Since this encounter, I have discussed the option with most of my keratoconus patients who feel they cannot rely on glasses as an acceptable back-up to contact lens wear. Nearly half of those individuals have been receptive and opt for a pair of soft lenses as an alternative means of correction to their GPs.
The benefits of this strategy are many. First, the wearer has the option of giving the eyes a planned hiatus from GPs to maintain the best comfort the other days of the week. Second, it gives them the ability to choose these lenses for wear during times of high physical activity, as they may be more stable than GPs in such scenarios.
Third, on days when the GPs seem to bother an eye more than usual, a soft lens may be better tolerated, allowing the individual to have their vision corrected that day rather than foregoing a lens altogether and experiencing poor vision.
Surely the evolution of scleral lenses may, to some, make this option seem less useful. I would only relate that I have some scleral lens wearers who enjoy their soft lens option from time to time just as corneal GP wearers do.
Others might feel that the cost is prohibitive to have multiple pair of lenses but, compared to the cost of glasses—particularly with the prescriptions needed for many of these patients—it really should not be.

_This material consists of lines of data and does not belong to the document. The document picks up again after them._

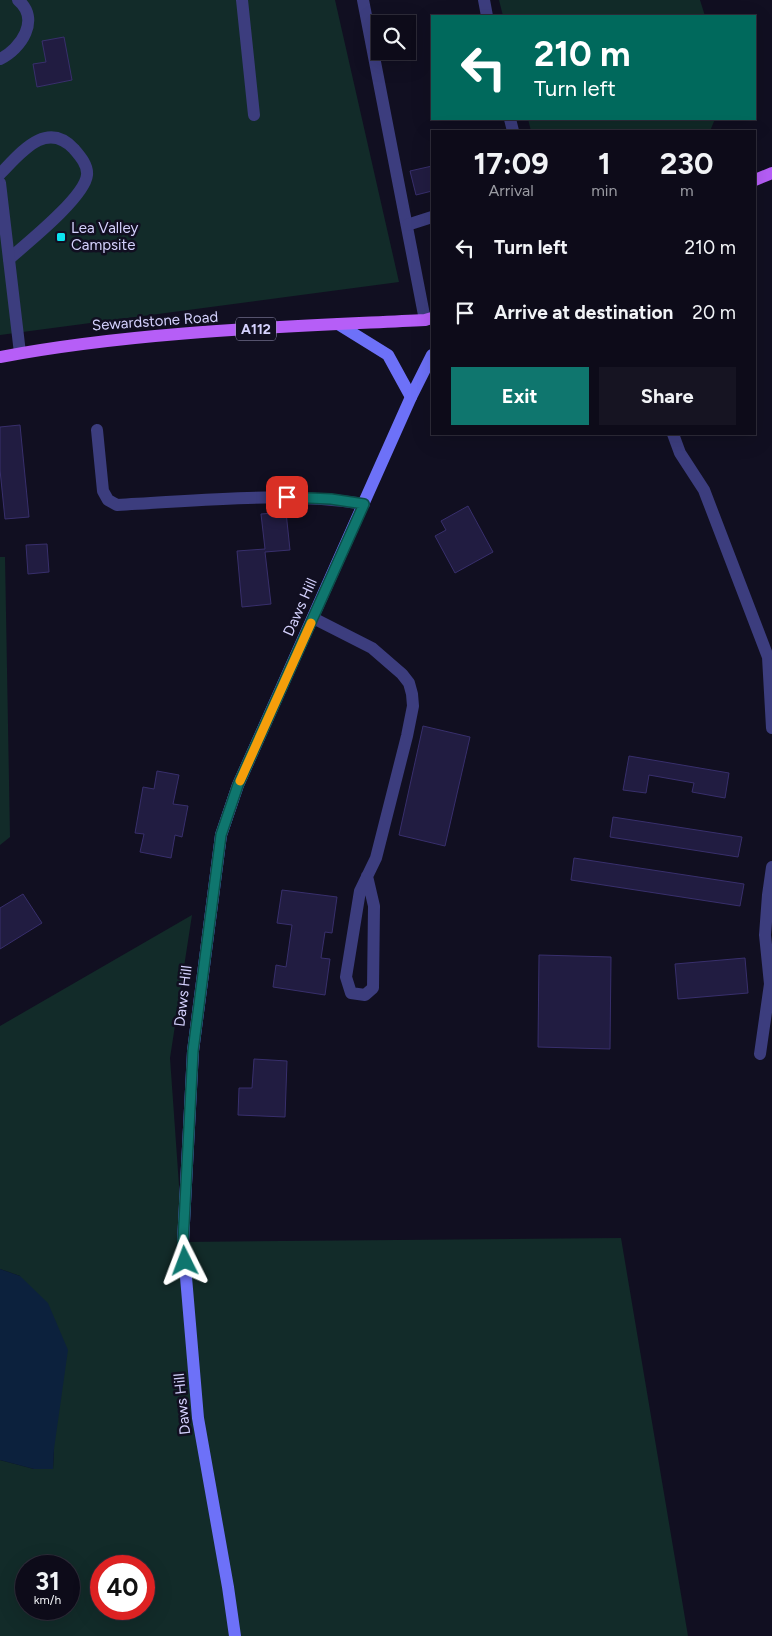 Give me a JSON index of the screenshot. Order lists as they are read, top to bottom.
{
  "streets": {
    "main road": ["Sewardstone Road", "A112"],
    "street": ["Daws Hill"]
  },
  "places": {
    "transit": ["Lea Valley Campsite"]
  },
  "page": {
    "turn": ["210 m", "Turn left"],
    "eta": [
      "17:09",
      "Arrival",
      "1",
      "min",
      "230",
      "m"
    ],
    "list": [
      {
        "name": "Turn left",
        "value": "210 m"
      },
      {
        "name": "Arrive at destination",
        "value": "20 m"
      }
    ],
    "buttons": ["Exit", "Share"],
    "speed": "31 km/h",
    "limit": "40"
  }
}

As this column focuses on GP-related strategies, it may seem counterintuitive to contemplate specialty soft lens fitting options. However, this approach allows us to help our GP patients enjoy and get more mileage out of their GP lenses, not simply promote soft lenses.
For GP lens wearers with irregular corneas and complaints of intermittent lens intolerance, consider a soft lens alternative.